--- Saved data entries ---
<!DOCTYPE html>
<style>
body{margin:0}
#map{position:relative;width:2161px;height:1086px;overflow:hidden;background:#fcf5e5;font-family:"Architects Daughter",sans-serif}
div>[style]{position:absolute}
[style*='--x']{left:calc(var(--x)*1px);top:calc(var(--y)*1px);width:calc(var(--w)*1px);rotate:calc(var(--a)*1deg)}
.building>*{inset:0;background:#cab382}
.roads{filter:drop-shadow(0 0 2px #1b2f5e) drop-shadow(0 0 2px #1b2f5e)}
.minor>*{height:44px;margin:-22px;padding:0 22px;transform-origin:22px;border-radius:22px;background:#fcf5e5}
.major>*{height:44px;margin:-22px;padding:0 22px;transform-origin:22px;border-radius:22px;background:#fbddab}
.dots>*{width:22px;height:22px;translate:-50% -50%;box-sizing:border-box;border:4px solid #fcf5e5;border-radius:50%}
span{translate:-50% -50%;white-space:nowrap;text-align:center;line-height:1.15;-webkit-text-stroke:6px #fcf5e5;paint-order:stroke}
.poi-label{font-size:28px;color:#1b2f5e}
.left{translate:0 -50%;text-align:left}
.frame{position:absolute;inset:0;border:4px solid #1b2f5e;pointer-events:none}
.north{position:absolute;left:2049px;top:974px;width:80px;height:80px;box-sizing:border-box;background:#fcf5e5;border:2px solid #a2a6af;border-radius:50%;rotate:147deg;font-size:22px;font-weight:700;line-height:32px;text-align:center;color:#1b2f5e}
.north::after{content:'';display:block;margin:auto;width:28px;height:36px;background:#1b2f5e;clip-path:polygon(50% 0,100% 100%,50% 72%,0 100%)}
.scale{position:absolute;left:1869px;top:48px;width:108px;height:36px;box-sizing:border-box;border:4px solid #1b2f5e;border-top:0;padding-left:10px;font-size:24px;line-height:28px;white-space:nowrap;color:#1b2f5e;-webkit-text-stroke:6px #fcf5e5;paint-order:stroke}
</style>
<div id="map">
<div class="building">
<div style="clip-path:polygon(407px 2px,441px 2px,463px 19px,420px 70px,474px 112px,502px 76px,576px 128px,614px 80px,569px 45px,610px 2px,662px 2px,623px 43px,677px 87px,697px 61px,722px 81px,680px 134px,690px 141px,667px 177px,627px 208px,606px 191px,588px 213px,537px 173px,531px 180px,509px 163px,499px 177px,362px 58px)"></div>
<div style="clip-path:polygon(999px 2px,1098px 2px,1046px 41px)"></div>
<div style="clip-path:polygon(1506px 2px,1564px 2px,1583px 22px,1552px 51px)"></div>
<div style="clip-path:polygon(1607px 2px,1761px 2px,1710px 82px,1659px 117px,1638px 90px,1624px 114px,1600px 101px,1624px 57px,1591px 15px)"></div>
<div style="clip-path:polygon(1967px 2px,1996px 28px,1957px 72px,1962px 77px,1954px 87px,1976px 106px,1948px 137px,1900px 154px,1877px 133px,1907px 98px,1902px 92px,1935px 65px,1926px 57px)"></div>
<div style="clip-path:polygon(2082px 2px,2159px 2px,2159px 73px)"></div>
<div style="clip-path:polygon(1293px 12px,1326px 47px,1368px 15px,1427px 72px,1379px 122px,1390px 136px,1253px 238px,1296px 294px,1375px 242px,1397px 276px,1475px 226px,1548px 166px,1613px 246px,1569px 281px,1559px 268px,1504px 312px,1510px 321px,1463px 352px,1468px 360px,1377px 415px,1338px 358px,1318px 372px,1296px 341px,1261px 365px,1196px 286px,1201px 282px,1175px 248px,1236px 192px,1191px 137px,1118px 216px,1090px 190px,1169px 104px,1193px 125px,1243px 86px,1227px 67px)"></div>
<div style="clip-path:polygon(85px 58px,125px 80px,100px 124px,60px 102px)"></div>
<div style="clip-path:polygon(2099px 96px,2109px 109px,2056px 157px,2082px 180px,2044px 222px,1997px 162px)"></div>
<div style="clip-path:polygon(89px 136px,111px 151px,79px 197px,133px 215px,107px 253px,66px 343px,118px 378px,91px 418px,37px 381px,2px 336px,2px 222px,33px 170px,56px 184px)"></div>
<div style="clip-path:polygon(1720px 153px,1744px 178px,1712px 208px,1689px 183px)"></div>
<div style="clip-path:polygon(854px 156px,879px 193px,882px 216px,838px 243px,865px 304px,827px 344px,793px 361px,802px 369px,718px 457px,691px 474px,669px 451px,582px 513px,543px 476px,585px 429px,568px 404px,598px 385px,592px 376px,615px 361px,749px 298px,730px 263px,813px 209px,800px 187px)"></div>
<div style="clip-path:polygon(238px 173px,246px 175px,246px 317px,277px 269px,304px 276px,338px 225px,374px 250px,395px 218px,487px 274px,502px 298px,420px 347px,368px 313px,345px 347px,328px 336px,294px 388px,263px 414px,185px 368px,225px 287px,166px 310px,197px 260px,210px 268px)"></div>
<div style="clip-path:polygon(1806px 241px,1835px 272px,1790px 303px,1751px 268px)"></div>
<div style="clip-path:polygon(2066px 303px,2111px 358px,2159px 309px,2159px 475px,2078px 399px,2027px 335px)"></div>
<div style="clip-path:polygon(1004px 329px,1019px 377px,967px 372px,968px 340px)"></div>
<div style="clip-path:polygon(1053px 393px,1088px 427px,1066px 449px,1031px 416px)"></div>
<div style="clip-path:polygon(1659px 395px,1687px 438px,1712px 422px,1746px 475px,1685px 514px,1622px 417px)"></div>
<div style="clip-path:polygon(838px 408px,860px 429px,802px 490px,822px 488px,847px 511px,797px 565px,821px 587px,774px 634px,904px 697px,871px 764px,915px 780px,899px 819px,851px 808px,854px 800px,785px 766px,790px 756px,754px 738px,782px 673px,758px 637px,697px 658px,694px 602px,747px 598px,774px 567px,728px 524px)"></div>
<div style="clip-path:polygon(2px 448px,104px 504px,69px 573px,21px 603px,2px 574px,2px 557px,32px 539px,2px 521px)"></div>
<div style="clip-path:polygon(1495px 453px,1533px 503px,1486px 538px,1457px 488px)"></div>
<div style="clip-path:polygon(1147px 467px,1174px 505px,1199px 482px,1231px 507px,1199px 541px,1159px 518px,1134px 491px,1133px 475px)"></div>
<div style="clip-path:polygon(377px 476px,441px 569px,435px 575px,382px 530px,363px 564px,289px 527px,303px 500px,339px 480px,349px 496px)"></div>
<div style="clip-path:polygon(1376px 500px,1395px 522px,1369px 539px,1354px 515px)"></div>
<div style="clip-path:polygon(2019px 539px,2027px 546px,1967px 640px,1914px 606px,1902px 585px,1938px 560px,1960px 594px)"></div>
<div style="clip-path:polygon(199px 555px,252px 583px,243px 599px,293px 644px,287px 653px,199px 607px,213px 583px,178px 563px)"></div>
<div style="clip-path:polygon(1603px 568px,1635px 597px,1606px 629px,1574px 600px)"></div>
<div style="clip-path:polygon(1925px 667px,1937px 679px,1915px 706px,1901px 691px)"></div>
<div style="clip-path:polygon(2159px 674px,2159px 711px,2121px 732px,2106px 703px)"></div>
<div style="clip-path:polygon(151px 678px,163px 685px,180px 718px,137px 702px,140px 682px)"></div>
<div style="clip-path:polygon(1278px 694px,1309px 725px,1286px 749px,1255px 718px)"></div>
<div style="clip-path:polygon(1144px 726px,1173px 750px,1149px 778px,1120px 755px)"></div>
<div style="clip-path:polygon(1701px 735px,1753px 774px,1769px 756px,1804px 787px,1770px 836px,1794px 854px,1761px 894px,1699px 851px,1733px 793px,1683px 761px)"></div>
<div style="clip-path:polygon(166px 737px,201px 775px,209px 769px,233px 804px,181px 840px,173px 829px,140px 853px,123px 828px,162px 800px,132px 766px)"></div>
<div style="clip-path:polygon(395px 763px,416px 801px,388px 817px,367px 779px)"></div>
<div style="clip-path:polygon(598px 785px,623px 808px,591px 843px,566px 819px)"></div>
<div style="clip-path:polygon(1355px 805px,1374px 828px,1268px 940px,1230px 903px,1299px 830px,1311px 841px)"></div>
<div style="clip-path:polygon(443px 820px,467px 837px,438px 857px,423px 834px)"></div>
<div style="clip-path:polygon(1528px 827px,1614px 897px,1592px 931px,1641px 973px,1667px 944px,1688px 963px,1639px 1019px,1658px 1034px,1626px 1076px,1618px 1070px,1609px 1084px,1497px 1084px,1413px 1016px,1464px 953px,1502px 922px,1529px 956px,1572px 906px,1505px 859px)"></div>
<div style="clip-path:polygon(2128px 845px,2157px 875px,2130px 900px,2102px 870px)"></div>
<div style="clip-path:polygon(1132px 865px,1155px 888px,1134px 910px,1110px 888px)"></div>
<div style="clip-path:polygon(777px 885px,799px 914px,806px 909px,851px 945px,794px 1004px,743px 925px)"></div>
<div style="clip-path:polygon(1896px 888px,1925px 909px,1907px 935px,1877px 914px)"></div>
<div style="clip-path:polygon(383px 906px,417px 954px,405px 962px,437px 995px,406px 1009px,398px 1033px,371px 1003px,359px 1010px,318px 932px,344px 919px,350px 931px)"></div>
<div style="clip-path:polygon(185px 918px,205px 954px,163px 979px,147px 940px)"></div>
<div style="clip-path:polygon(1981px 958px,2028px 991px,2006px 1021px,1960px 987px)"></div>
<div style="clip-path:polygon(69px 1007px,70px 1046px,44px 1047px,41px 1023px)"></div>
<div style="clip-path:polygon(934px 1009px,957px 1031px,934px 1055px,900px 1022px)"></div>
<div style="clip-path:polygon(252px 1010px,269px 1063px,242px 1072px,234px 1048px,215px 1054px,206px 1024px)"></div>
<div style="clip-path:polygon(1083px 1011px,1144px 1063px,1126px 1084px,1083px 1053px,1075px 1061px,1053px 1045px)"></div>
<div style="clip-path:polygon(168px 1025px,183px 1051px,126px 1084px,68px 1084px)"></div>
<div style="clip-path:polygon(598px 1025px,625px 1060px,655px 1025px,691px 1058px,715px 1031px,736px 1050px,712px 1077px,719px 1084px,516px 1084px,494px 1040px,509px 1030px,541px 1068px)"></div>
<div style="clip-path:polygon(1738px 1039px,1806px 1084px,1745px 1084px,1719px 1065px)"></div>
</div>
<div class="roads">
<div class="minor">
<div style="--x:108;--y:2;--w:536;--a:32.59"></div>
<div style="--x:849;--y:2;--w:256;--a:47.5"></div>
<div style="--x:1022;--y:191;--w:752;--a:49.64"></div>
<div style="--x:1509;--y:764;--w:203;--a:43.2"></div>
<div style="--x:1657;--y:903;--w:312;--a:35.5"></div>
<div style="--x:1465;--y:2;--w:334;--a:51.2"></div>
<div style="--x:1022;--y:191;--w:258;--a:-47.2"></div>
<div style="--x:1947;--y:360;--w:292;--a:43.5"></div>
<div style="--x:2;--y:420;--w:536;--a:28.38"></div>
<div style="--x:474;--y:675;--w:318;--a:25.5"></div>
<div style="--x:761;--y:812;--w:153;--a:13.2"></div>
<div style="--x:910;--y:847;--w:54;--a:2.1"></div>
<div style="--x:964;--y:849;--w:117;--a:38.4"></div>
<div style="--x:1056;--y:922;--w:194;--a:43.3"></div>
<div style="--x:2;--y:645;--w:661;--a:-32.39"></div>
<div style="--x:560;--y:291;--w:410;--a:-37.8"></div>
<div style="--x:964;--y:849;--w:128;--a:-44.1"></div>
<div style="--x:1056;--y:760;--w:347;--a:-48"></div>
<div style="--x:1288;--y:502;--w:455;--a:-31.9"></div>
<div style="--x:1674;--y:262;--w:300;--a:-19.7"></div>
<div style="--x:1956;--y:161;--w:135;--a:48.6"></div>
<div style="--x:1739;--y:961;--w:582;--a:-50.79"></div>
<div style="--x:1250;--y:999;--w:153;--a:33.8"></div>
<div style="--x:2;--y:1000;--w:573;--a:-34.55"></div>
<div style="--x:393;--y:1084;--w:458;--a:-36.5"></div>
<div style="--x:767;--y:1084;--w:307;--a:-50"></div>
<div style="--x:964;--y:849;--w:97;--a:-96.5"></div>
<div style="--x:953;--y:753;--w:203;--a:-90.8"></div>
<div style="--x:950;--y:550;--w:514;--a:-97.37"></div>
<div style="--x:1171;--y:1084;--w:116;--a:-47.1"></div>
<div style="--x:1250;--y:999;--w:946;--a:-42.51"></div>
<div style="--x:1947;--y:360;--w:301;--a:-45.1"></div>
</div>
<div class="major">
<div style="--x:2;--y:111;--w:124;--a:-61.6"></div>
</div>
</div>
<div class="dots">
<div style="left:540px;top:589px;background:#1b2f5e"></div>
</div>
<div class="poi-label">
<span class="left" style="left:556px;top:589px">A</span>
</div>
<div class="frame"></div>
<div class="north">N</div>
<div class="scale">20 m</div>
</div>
* * *
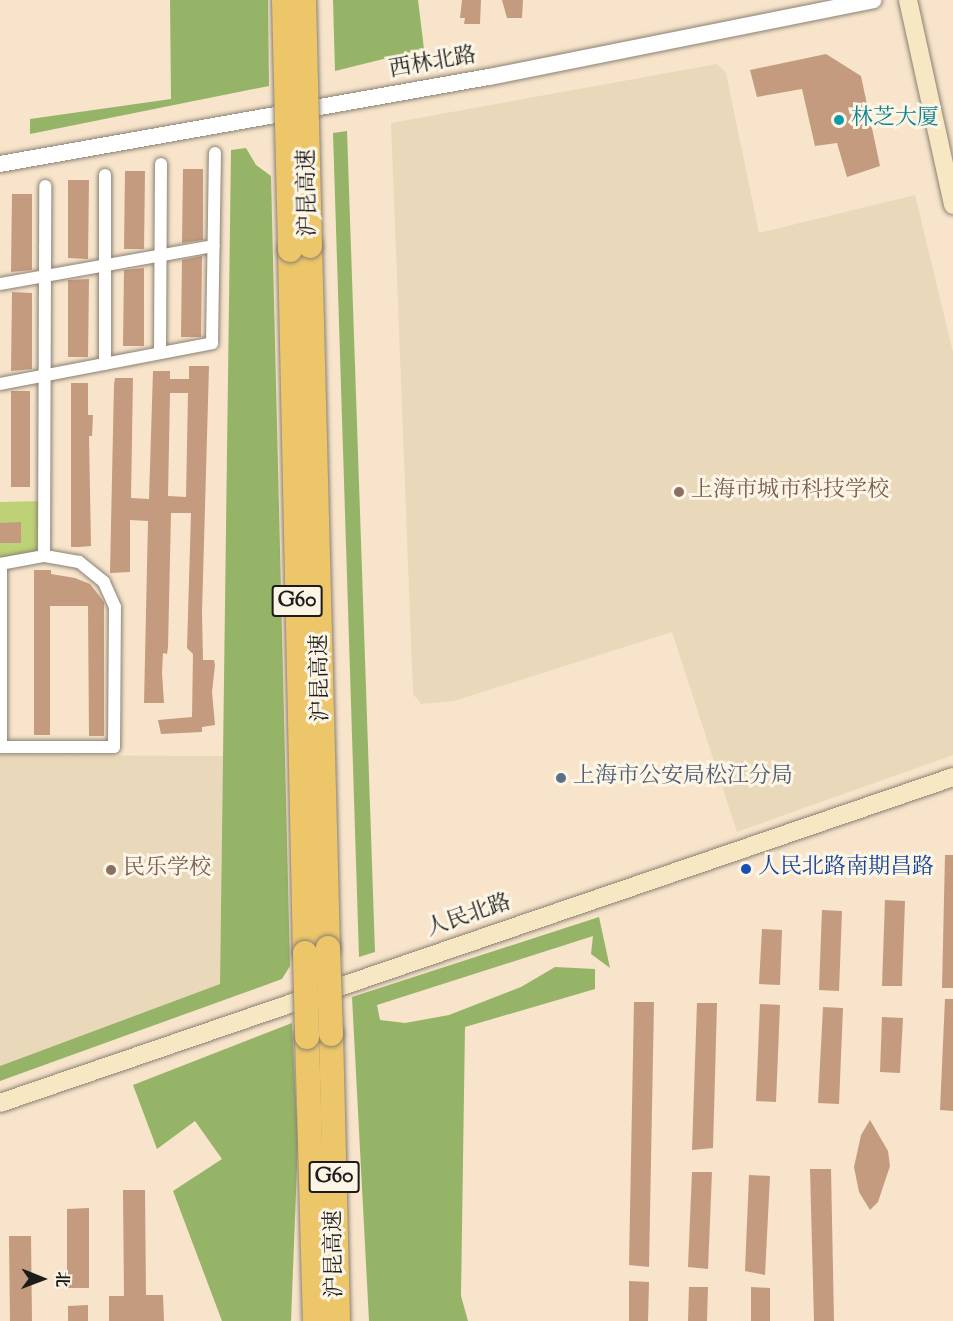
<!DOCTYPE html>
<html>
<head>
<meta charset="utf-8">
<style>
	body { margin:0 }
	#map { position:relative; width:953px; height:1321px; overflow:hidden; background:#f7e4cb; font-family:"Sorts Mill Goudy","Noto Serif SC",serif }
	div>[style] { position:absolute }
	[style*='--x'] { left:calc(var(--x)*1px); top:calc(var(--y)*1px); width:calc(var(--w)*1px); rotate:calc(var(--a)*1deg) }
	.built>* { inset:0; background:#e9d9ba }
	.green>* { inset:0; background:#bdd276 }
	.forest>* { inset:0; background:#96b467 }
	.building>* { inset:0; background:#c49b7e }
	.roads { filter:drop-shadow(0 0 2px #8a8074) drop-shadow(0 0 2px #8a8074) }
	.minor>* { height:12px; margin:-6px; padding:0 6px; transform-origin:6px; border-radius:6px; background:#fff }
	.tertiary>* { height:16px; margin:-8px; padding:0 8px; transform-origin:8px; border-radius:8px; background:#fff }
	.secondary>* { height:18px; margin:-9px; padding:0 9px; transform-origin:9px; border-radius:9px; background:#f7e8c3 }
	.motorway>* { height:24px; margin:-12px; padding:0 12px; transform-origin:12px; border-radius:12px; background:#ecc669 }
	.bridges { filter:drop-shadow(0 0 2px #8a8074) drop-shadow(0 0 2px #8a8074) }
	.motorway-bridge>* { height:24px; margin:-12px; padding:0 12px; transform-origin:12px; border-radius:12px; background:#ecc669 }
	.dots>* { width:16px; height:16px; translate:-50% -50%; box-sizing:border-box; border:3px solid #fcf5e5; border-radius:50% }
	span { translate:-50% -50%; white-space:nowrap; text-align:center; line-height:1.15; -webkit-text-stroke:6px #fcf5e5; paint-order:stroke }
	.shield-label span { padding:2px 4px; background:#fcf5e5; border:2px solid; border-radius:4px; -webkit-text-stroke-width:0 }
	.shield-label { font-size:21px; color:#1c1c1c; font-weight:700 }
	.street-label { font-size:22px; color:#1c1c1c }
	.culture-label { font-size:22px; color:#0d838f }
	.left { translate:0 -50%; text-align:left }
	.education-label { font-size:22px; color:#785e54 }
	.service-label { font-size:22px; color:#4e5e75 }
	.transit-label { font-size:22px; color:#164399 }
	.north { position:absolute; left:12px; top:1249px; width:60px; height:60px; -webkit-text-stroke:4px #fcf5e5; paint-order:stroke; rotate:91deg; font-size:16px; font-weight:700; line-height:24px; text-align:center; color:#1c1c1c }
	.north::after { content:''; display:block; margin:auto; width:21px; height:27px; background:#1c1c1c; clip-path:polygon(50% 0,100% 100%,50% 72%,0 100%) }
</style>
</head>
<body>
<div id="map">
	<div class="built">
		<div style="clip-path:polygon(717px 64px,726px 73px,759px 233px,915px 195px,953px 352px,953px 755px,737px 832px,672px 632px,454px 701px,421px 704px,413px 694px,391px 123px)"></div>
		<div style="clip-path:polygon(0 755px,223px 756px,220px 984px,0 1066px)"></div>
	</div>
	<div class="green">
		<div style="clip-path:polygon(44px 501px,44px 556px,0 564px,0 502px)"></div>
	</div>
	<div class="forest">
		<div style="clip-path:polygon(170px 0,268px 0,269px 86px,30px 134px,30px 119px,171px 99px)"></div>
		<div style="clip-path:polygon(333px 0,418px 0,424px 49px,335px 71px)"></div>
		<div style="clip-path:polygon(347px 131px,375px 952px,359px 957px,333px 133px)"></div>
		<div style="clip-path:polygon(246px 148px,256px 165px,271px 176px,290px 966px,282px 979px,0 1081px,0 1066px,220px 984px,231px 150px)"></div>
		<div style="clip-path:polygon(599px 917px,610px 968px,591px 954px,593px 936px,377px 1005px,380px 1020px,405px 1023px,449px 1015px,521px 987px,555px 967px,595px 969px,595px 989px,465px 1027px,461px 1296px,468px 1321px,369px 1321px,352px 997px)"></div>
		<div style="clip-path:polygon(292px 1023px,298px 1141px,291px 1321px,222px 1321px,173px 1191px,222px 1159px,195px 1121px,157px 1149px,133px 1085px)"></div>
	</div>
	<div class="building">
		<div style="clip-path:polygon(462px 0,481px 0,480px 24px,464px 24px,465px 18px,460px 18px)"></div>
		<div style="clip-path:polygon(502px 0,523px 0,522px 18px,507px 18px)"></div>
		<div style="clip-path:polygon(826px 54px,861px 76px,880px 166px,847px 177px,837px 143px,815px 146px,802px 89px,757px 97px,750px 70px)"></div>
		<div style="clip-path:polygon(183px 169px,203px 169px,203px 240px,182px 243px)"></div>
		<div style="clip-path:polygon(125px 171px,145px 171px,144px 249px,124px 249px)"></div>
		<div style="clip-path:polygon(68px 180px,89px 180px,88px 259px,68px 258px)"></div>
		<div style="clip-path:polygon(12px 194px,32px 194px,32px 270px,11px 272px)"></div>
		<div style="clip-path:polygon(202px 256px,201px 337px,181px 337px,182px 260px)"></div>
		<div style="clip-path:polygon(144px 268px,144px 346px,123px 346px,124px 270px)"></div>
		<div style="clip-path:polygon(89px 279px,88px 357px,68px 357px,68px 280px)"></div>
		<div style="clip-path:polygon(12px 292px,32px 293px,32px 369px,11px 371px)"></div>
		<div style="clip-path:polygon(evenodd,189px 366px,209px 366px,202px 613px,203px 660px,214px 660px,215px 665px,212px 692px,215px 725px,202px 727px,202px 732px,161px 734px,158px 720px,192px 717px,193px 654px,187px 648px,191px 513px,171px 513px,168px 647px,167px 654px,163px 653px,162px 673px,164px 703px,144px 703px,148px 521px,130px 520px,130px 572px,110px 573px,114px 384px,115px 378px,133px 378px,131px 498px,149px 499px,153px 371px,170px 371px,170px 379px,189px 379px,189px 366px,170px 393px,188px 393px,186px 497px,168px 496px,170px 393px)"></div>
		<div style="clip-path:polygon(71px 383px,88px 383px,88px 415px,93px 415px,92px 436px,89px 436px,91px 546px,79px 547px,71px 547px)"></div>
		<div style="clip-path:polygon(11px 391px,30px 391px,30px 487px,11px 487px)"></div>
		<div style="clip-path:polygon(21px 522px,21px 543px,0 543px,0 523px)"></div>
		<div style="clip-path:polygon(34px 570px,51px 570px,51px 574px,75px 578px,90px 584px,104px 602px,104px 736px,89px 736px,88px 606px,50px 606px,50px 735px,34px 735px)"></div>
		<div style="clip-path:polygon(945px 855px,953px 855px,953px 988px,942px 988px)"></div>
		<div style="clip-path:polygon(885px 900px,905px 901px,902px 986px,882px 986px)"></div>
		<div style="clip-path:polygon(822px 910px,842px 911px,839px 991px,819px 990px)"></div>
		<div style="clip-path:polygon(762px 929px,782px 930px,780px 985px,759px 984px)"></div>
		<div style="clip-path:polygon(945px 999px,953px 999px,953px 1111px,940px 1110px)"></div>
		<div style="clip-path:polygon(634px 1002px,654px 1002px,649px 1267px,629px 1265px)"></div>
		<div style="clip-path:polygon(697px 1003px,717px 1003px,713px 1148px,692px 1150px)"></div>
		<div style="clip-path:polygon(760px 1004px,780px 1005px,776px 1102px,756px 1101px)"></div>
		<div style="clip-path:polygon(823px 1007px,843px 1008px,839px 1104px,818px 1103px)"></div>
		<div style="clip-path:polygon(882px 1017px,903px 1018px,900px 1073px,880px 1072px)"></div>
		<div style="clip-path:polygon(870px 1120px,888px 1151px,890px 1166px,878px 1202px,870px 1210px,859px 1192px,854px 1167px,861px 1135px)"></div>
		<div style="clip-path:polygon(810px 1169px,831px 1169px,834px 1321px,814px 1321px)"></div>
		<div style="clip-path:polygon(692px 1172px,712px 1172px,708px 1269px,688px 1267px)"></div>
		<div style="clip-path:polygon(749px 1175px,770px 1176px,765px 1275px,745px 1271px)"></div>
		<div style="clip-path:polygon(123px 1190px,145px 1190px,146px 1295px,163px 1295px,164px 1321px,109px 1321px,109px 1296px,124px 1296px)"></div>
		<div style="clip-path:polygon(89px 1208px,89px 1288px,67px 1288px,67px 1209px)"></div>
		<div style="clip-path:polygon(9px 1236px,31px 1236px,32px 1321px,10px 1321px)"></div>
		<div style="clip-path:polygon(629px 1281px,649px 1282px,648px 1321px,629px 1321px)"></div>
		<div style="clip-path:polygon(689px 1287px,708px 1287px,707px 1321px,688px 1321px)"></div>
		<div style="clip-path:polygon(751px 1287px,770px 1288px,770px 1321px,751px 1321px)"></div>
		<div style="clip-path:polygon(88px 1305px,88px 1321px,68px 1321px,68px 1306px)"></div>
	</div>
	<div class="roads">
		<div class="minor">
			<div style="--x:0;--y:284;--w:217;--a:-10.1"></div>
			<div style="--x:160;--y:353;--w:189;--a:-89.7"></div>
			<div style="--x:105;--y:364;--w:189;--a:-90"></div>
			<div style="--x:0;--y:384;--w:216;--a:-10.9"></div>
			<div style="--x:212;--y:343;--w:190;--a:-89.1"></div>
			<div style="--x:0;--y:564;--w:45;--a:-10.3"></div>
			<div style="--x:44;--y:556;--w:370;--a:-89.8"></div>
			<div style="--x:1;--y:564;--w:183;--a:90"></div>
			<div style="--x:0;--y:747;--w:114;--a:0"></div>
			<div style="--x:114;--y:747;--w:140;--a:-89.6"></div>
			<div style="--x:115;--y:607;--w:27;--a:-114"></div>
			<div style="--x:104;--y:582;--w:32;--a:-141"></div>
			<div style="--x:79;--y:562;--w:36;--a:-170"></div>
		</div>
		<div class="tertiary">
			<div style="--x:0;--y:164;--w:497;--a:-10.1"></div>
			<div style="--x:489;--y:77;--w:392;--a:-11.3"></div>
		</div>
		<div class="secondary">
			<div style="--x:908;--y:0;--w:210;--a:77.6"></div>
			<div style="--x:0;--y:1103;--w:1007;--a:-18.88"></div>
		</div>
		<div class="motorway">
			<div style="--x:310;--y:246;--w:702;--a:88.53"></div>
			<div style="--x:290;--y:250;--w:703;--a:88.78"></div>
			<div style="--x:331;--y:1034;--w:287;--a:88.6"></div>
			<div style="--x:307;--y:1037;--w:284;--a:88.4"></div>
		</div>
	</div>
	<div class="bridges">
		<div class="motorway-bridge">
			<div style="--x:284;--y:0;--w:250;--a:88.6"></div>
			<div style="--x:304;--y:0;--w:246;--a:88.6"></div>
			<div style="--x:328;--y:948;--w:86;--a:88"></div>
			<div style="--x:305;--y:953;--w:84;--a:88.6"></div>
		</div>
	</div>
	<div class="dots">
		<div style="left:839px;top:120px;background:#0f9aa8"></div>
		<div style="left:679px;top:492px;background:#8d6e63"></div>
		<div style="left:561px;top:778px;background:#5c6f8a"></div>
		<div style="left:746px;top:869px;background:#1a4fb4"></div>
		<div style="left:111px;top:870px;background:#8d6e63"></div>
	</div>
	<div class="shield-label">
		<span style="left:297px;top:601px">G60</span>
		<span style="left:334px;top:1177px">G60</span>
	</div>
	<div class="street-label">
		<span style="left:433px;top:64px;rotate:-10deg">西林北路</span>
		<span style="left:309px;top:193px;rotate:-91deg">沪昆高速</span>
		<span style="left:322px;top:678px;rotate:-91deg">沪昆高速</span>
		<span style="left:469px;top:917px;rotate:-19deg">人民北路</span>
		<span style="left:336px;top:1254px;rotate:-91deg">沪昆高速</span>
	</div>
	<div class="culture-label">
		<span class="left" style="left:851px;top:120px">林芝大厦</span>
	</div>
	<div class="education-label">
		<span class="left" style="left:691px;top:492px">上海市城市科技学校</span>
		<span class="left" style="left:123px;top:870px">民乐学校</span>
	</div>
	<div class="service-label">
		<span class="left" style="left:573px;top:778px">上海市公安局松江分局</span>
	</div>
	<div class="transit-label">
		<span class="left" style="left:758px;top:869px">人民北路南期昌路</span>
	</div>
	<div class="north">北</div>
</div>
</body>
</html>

--- Your task ---
What lines above contain "serif"? Copy them out.

--- Exercise solution ---
#map{position:relative;width:2161px;height:1086px;overflow:hidden;background:#fcf5e5;font-family:"Architects Daughter",sans-serif}
	#map { position:relative; width:953px; height:1321px; overflow:hidden; background:#f7e4cb; font-family:"Sorts Mill Goudy","Noto Serif SC",serif }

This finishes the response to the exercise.